A new report released by NASA has re-ignited the political debate over the Extinction-Event Asteroid.
While the study finds that 97% of actively publishing astronomers agree that the oncoming asteroid will kill the majority of plant and animal life on Earth, Republicans criticized it as “alarmist rhetoric” created by the liberal media. One of Congress’ most vocal Asteroid skeptics, Sen. Jim Inhofe (R-OK), took to the floor today holding a fist-sized rock, saying, “In case you have forgotten, these are all over the place,” before tossing it at the Chairman’s desk.
“Just look up, people!” says Representative Louie Gohmert (R-TX). “Do you see a fiery ball of interstellar matter hurtling toward us? I didn’t think so.”
Asteroid activists across the country and world, however, have praised the new study. “If we don’t take action soon, we may miss our two-year deadline before Earth’s next extinction event,” said an exhausted and exasperated Bill Nye “the Science Guy,” his trademark bow-tie hanging limply from his neck. “Twenty years ago, we had options. Now… maybe Hollywood has some ideas.”
Astronomers say the Asteroid fits the hypothesized description of the asteroid that allegedly caused the Cretaceous-Paleogene extinction event during which three-quarters of the planet’s species went extinct. Numerous solutions to address the Asteroid problem have been presented, most notably using a gravity tractor, focused solar energy, a mass driver, and even launching a nuclear explosive device at the near-Earth object. Skeptics say all these proposals are “economically infeasible.”
The American Legislative Exchange Council (ALEC) released a response shortly after NASA’s announcement, stating, “Asteroid activists would have Americans (and indeed all of earth’s citizens) catastrophically reorganize our world economy and way of life to appease science fiction conspiracy theorists. NASA itself acknowledges these plans will directly lead to increased taxes, job losses in the disaster recovery sector, and decreased household disposable income.”
All the declared and expected Republican presidential candidates quickly condemned the NASA report. “Meteors have hit the Earth before,” said Senator Ted Cruz (R-TX). “Experts even say that we get hit by a meteorite five to ten times a year.”
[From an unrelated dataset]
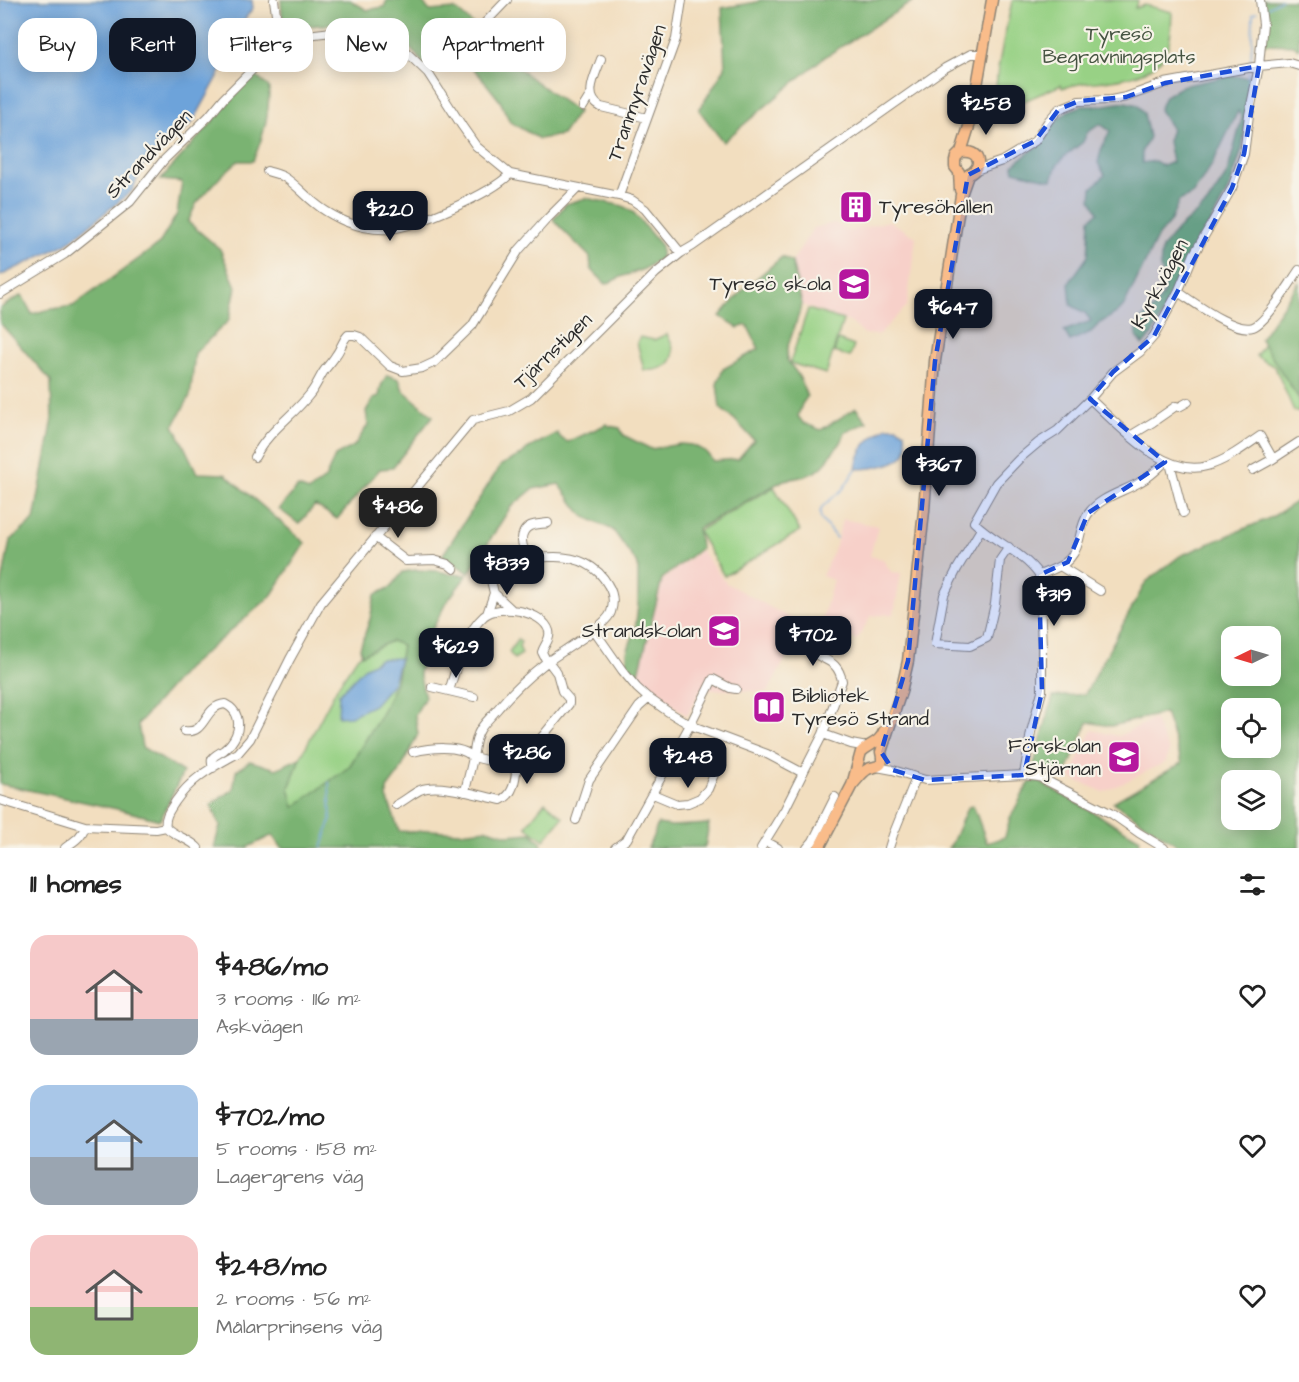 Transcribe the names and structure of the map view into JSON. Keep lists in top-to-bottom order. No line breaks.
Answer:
{"streets":{"street":["Tranmyravägen","Strandvägen","Kyrkvägen","Tjärnstigen"]},"parks":["Tyresö Begravningsplats"],"places":{"building":["Tyresöhallen"],"school or university":["Tyresö skola","Strandskolan","Förskolan Stjärnan"],"library":["Bibliotek Tyresö Strand"]},"north":"left","page":{"chip":["Buy","Rent","Filters","New","Apartment"],"price":["$258","$220","$647","$367","$486","$839","$319","$702","$629","$286","$248"],"heading":"11 homes","list":[{"name":"$486/mo","note":"3 rooms · 116 m² · Askvägen"},{"name":"$702/mo","note":"5 rooms · 158 m² · Lagergrens väg"},{"name":"$248/mo","note":"2 rooms · 56 m² · Målarprinsens väg"}]}}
Governor Scott Walker of Wisconsin, the favored candidate of the Koch brothers, has gone even further, suggesting, “If there’s actually a giant asteroid hurtling toward earth, it may even be a good thing,” In a time of limited resources, population reduction will lead to greater prosperity for the survivors, Walker said.
After being contacted for this article, writer and activist Naomi Klein refused to answer interview questions, saying only, “I told all of you assholes. Do you really think this changes anything? We’re all fucked.”